In reply to: Andres Freund (#3)
Re: Contention on LWLock buffer_content, due to SHARED lock(?)

Hi,

On Tue, Dec 10, 2019 at 08:44:17AM -0800, Andres Freund wrote:

today I observed (on a r5.24xlarge AWS RDS instance, i.e. 96 logical
cores) lock contention on a buffer content lock due to taking of a
SHARED lock (I think):

When you say "7000 active transactions" - do you mean to say that you
have set max_connections to something higher than that, and you actually
have that many concurrent transactions?

Yes, max connections was 20000, active connections around 7000 at that
time. Unfortunately, I don't have actual numbers of connections in
transactions for that point in time. (We were trying to establish
maximum performance of a larger system.)

Semantically, all that lock traffic was superfluous, as the
global_config row's key was in no danger of being changed.

Well, postgres can't know that.

I am aware; it's just an argument for why it might be possible to
shove some optimization there.

1. Does the above analysis sound about right?

Hard to know without additional data.

What data would be worth recording next time? (Except number of
active transactions, obviously.)

2. If so, would it be worthwhile to develop a solution?

Possible, but I'm not sure it's worth the complexity.

I'd definitely like to see a proper reproducer and profile for this,
before investigating further.

I'll see if and when I can include this into my client's project
schedule. Might be a while, but I'll get back to you when I have
a reproducer + profile data (of an up-to-date vanilla Postgres,
not 10.7+AWS aurora patches).

I think we'd need a very convincing use-case for improvements around the problem
you outline.

Understood. I'll try to get an iron-clad profile of the problematic case
first.

Regards,
Drahflow

In reply to: Alvaro Herrera (#4)
Re: Contention on LWLock buffer_content, due to SHARED lock(?)

Hi,

On Tue, Dec 10, 2019 at 03:07:05PM -0300, Alvaro Herrera wrote:

I'd rather have the ability to mark a table READ ONLY (or similar).
Then any FK references can skip the row locks altogether. For the rare
cases where you need to modify the referenced table, have it marked READ
WRITE, and any row locks are registered normally from that point on,
until you set it back to READ ONLY again.

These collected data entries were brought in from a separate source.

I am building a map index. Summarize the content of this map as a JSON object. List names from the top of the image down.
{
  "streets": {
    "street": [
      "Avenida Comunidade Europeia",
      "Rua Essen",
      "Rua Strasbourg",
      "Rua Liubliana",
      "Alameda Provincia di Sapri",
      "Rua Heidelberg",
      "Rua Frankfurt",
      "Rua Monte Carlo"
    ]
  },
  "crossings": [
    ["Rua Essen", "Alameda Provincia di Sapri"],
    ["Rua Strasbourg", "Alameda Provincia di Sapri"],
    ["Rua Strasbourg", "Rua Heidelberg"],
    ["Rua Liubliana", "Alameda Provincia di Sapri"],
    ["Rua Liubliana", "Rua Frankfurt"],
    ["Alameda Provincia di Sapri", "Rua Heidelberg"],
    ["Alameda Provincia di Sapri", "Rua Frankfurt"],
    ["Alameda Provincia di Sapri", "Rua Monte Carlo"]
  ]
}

However, that would require changes to applications writing to the table
and a good understanding of performance characteristics by everyone
trying to get to that scale. (OTOH, there is certainly an argument to be
made that whoever hits this kind of problem better also has an idea of
postgres performance tuning anyway.)

More troubling (to me) is that I already know of another table in the
system which should be next-in-line for the same problem, but only on
some rows: It represents accounting entities, of which a very (nearly
static) few are payment processors and all others are customers. From
the application's perspective there's not too much difference between
those, but any customer row will typically only be share locked once,
whereas share locks on payment processor rows will be held by most of
the transactions currently active.

That use-case is not very uncommon I think, so it migth be worthwhile
to implement a solution which does not require all rows of a table to
share similar lock contention characteristics, or writability.

Regards,
Drahflow

#7Alvaro Herrera
alvherre@2ndquadrant.com
In reply to: Jens-Wolfhard Schicke-Uffmann (#6)
Re: Contention on LWLock buffer_content, due to SHARED lock(?)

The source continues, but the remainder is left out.